Mais voici que le doux parler d’une cloche lointaine ravive en moi une étrange douleur. 

Si tu veux une joie qui surpasse ta peine, chante d’une voix ferme, aime d’un 

cœur gonflé du vent salé d’un océan immense. 

 

Douleur et joie qui se mêlent ! Un vent divin, sur les flots capricieux guide l’ardent voyageur vers les étoiles. Vers les étoiles et vers le ciel, qui est pure lumière pleine d’amour, amour de vrai bien, plein d’allégresse. Ombre et lumière alternées ! 

 

Par le vœu prononcé de plein gré, par la fidélité, nous allons de servitude à liberté. 

Lumière qui scintille, comme rayon de soleil en eau pure ! 

S’il le faut, nous mourrons ainsi, sans séparation, ne formant qu’un à jamais. Sans fin, sans angoisse, anonymes et glorieux. 

 

Lumière ! Heureux ceux qui marchent dans les pas de la Fraternité millénaire. 

Le jour semble s’être ajouté au jour, comme si le Tout-Puissant avait orné le ciel d’un deuxième soleil. La gloire de Celui qui meut toutes choses pénètre l’univers. Tout est paradis au paradis. 

 

Non, la chaine ne rompt pas, ses anneaux sont de pur métal. 

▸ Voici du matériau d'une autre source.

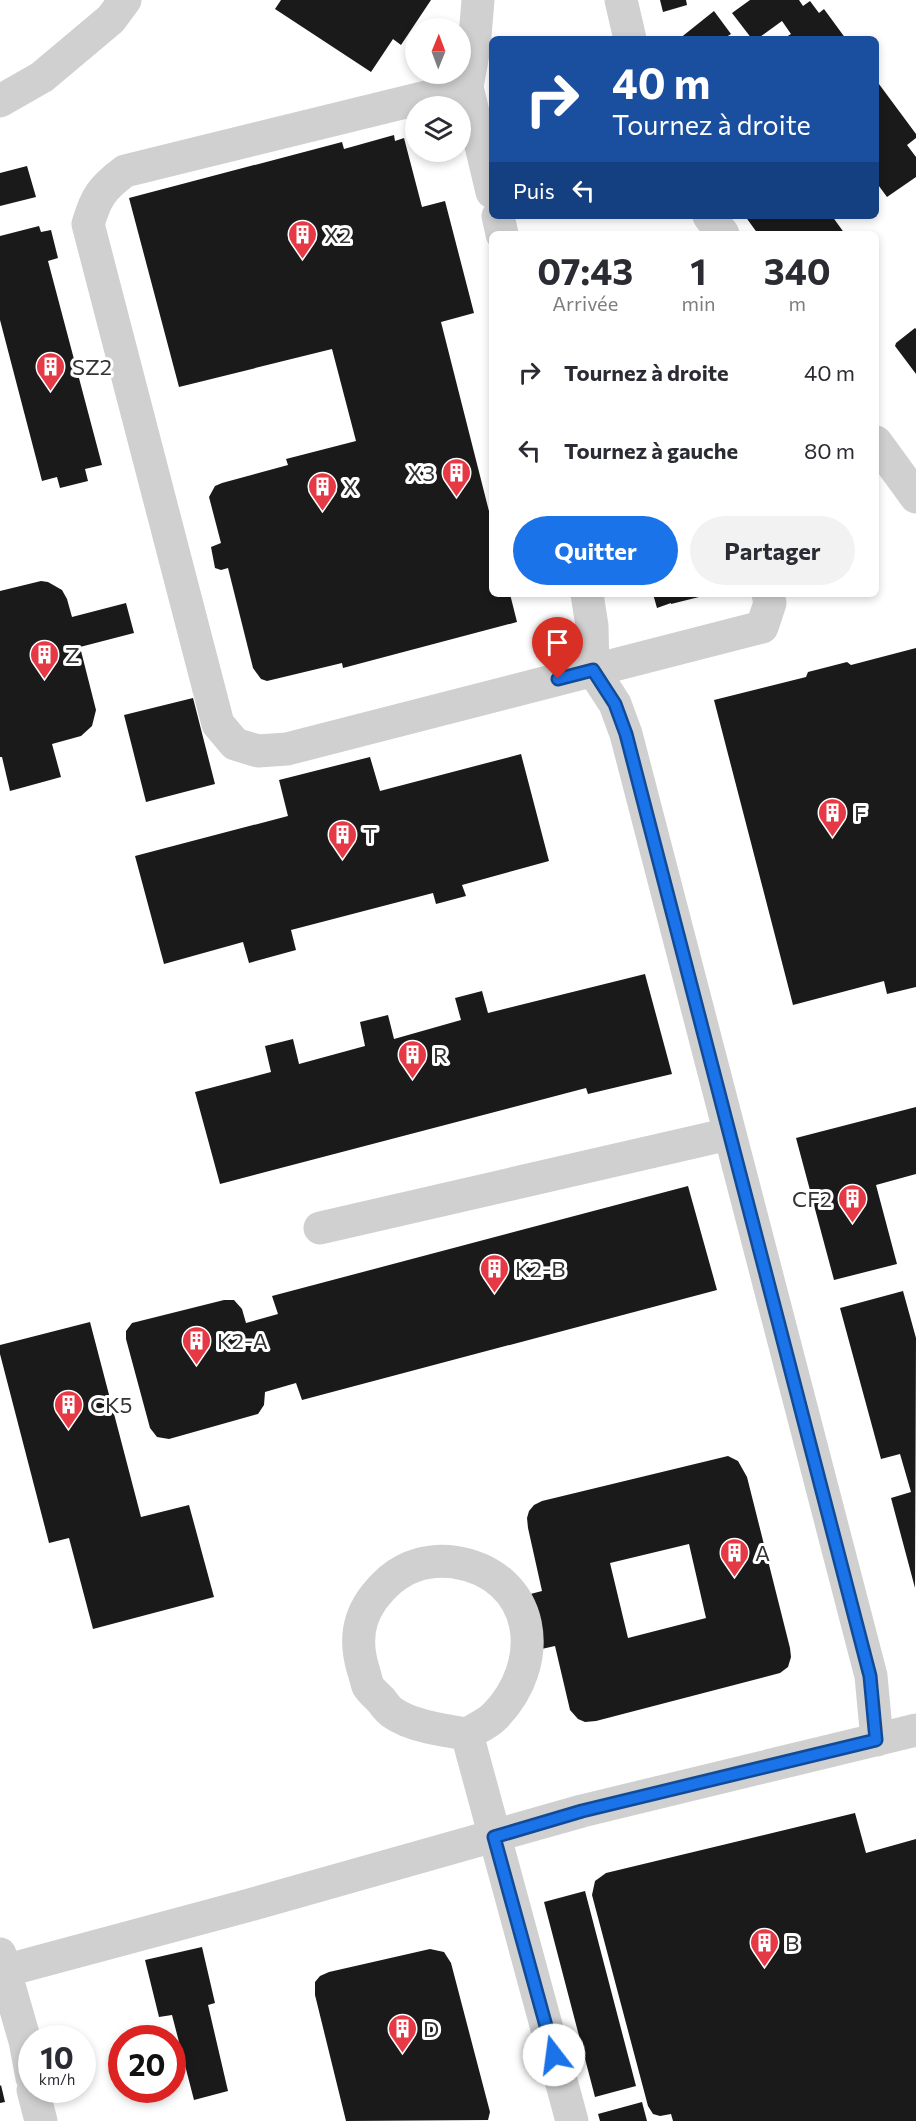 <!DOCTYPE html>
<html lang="fr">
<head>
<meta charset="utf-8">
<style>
	body { margin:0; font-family:Commissioner,sans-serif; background:#f2f2f3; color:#2b2b33; height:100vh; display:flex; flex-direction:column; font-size:22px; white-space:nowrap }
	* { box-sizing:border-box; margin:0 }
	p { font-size:20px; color:#7c7c81 }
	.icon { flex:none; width:33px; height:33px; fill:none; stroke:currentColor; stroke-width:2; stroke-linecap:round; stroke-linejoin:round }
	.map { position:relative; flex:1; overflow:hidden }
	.panel { position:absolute; left:489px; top:231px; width:390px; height:366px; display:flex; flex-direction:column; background:#fff; border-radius:9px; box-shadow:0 3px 9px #0003 }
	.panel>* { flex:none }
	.top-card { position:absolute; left:489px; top:36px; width:390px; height:183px; border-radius:9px; box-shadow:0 3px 9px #0003; background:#1a4fa0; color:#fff; overflow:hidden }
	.needle { width:39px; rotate:1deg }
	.controls { position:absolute; left:405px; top:18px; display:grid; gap:12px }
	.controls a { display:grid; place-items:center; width:66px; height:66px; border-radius:50%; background:#fff; box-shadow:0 3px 9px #0003; font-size:30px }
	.speed { position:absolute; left:18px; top:2025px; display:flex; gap:12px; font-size:30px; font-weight:700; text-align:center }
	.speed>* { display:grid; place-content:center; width:78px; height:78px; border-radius:50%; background:#fff; box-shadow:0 3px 9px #0003; line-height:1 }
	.speed small { font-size:15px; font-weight:400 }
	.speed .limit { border:9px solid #d22; background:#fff; color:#111 }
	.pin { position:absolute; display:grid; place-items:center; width:51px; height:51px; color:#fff; margin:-62px -26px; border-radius:50% 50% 50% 0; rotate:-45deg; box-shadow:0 0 6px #0007 }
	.pin .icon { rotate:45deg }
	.me { position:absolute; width:66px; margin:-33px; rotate:345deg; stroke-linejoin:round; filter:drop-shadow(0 0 4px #0008) }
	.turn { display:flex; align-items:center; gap:21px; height:126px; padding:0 24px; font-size:27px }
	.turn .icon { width:78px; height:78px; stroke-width:2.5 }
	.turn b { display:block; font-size:42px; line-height:51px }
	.then { display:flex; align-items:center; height:57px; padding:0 24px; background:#0003; gap:12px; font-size:22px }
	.eta { display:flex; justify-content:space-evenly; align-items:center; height:102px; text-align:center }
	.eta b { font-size:36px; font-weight:700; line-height:42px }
	.action { display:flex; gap:12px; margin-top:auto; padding:12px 24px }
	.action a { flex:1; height:69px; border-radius:36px; background:#1a73e8; color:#fff; font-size:24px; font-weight:700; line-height:69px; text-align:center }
	.action a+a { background:#f2f2f3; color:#2b2b33 }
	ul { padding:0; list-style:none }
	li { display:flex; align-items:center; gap:18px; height:78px; padding:0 24px }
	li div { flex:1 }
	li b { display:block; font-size:22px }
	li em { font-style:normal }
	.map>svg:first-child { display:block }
	.building { fill:#1a1a1a; fill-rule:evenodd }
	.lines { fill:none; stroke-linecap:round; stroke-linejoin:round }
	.minor { stroke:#d0d0d0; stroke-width:33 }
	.route-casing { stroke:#114b97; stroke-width:15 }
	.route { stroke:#1a73e8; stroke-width:10 }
	.labels { text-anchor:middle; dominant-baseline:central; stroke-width:6; stroke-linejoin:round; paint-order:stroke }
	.poi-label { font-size:22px; fill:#333; stroke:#fff; text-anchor:start }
</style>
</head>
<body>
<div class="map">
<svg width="916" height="2121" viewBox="0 0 916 2121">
	<rect width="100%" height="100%" fill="#fff"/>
	<path class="building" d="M281 0H431L401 45 393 39 371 72 275 9Z
		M660 0H686L687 5 663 12Z
		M750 0H799L803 6 810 1 819 13 824 9 846 39H783L791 34 782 21 757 39H752L732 13Z
		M714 11 731 34 723 39H679Z
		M876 80 916 134V138L907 145 916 157V177L887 197 876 182Z
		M394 135 395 141 404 138 422 207 445 201 474 313 441 322 492 523V594H510L517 622 343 668 342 663 267 681 261 679 253 668 228 568 221 570 215 568 211 547 221 543 209 497 215 486 222 483 288 465 286 459 356 441 332 349 179 387 129 198 342 142 344 149Z
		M27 166 36 197 0 206V173Z
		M745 216H832L845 234H758Z
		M39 226 41 232 51 230 58 258 48 261 102 465 85 469 88 481 60 488 57 477 42 481 0 320V236Z
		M915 328 916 329V374L895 346 896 343Z
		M41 581 48 582 62 590 67 599 72 617 126 603 134 633 80 647 96 710 92 726 81 736 52 744 61 777 10 791 2 757H0V591Z
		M653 594H707V595L671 604V603L657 608Z
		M916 648V987L887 994 884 981 793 1005 714 700 806 677 808 672 847 662 851 665Z
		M193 698 215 784 146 802 124 715Z
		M521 754 549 861 462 885 466 896 436 904 433 893 291 930 296 950 249 963 243 942 164 964 135 856 288 816 279 780 370 757 380 791Z
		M645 974 672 1074 588 1094 586 1088 220 1184 195 1092 271 1072 265 1046 293 1039 299 1064 365 1046 360 1022 388 1015 394 1039 461 1020 455 998 482 991 488 1013Z
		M916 1107V1174L876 1185 897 1264 834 1280 796 1138Z
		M688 1186 717 1290 302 1400 296 1383 265 1392 264 1405 258 1414 169 1439 157 1437 150 1428 126 1339V1331L132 1323 224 1300H234L242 1309 246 1323 278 1314 272 1296Z
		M903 1291 916 1338 915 1588 891 1498 911 1492 900 1454 881 1459 840 1308Z
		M90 1322 141 1517 189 1505 214 1597 93 1629 69 1538 49 1543 0 1354V1345Z
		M728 1456 738 1461 747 1477 790 1648 791 1657 788 1667 780 1673 596 1721 585 1722 578 1719 570 1710 555 1646 528 1652 515 1598 542 1591 528 1528 527 1518 529 1511 534 1505 542 1501ZM689 1544 706 1618 628 1638 610 1563Z
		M855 1813 866 1853 916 1839V2121H673L671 2114 660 2116 653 2114 648 2106 592 1895 595 1881 606 1873Z
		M585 1891 636 2086 595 2097 544 1902Z
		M202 1947 215 2003 208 2005 228 2091 194 2100 172 2015 159 2017 145 1960Z
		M430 1949 444 1952 451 1963 490 2112 488 2120 346 2121 315 1995V1982L320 1976 329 1972Z
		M1 2085 5 2102 0 2103V2086Z
		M642 2102 647 2121H600L598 2114Z"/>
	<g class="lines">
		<path class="minor" d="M478 0 474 48 467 87 492 192
			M621 0 630 39
			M467 87 125 171C102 188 96 197 88 224L218 724 235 744 258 751 287 749 762 627 770 603 768 594
			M0 101 42 77 111 19 125 0
			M498 216 502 234
			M709 216 723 234
			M876 442 916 497
			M587 594 592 626 593 670 615 704 626 734 871 1676 877 1740
			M320 1228 729 1134
			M467 1734C475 1729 487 1724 494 1717 548 1663 537 1575 454 1562 431 1559 408 1565 390 1580 362 1605 352 1632 363 1669 365 1674 366 1681 368 1686 371 1691 377 1696 381 1700 384 1704 388 1710 393 1713 411 1726 445 1731 467 1734L572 2121
			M0 1954 25 2041 32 2078
			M0 1972 246 1906 582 1811 916 1730
			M33 2090 41 2121"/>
	</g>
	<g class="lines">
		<defs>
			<path id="route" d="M554 2055 494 1837 582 1811 876 1740 870 1676 626 734 615 704 593 670 558 679"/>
		</defs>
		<use href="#route" class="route-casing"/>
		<use href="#route" class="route"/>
	</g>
	<defs>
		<symbol id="building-pin" viewBox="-11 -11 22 30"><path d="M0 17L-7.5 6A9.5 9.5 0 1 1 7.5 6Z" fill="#e63946" stroke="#fff"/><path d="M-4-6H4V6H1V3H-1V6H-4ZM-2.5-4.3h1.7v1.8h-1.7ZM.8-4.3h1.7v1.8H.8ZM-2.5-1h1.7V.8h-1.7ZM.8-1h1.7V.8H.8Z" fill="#fff"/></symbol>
	</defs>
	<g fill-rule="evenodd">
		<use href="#building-pin" x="286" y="218" width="33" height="45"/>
		<use href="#building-pin" x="34" y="350" width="33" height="45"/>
		<use href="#building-pin" x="440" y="456" width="33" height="45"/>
		<use href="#building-pin" x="306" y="470" width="33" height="45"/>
		<use href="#building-pin" x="28" y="638" width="33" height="45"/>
		<use href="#building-pin" x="816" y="796" width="33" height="45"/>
		<use href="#building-pin" x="326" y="818" width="33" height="45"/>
		<use href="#building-pin" x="396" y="1038" width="33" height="45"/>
		<use href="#building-pin" x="836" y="1182" width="33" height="45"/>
		<use href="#building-pin" x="478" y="1252" width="33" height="45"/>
		<use href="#building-pin" x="180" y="1324" width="33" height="45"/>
		<use href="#building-pin" x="52" y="1388" width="33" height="45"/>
		<use href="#building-pin" x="718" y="1536" width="33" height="45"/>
		<use href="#building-pin" x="748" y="1926" width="33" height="45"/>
		<use href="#building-pin" x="386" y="2012" width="33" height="45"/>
	</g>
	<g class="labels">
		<g class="poi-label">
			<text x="324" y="234">X2</text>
			<text x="72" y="366">SZ2</text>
			<text x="435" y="472" text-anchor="end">X3</text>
			<text x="343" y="486">X</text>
			<text x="65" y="654">Z</text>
			<text x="854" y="812">F</text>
			<text x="363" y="834">T</text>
			<text x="433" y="1054">R</text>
			<text x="832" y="1198" text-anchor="end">CF2</text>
			<text x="515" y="1268">K2-B</text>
			<text x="217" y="1340">K2-A</text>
			<text x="90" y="1404">CK5</text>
			<text x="755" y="1552">A</text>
			<text x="785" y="1942">B</text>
			<text x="423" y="2028">D</text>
		</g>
	</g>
</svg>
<div class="controls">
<a><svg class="needle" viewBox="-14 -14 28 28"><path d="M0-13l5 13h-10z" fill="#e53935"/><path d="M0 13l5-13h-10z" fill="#7c7c81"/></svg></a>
<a><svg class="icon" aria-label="layers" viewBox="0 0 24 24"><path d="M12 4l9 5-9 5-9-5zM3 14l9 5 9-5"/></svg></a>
</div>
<div class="speed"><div>10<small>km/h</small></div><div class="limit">20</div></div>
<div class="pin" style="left:558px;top:679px;background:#d93025"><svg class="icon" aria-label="arrive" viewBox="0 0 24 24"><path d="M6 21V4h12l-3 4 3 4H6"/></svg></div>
<svg class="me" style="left:554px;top:2055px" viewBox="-20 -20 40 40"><circle r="19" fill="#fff"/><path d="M0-13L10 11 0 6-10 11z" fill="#1a73e8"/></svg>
<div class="top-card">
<div class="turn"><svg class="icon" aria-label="right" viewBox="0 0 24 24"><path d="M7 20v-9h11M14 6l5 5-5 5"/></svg><div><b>40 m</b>Tournez à droite</div></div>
<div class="then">Puis<svg class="icon" aria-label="left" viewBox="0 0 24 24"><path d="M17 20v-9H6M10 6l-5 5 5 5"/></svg></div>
</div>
<section class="panel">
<div class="eta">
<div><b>07:43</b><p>Arrivée</p></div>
<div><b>1</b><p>min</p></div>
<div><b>340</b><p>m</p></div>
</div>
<ul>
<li><svg class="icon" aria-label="right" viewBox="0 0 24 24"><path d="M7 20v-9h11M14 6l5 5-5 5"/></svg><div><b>Tournez à droite</b></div><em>40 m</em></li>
<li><svg class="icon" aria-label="left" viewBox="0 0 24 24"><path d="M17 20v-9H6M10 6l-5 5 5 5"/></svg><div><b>Tournez à gauche</b></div><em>80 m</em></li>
</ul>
<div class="action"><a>Quitter</a><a>Partager</a></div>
</section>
</div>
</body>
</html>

Si l’un tombe, un autre sort de l’ombre. 
Non, le grain ne meurt pas, il repose en terre, fidèle. Il attend l’aube d’un jour nouveau.
Il espère l’eau du ciel, la chaleur de la lumière et le vent.Il sait, il sait depuis toujours.
Non, la chaine ne rompt pas. Non, le grain ne meurt pas.

Car c’est l’Amour qui meut le soleil et les autres étoiles.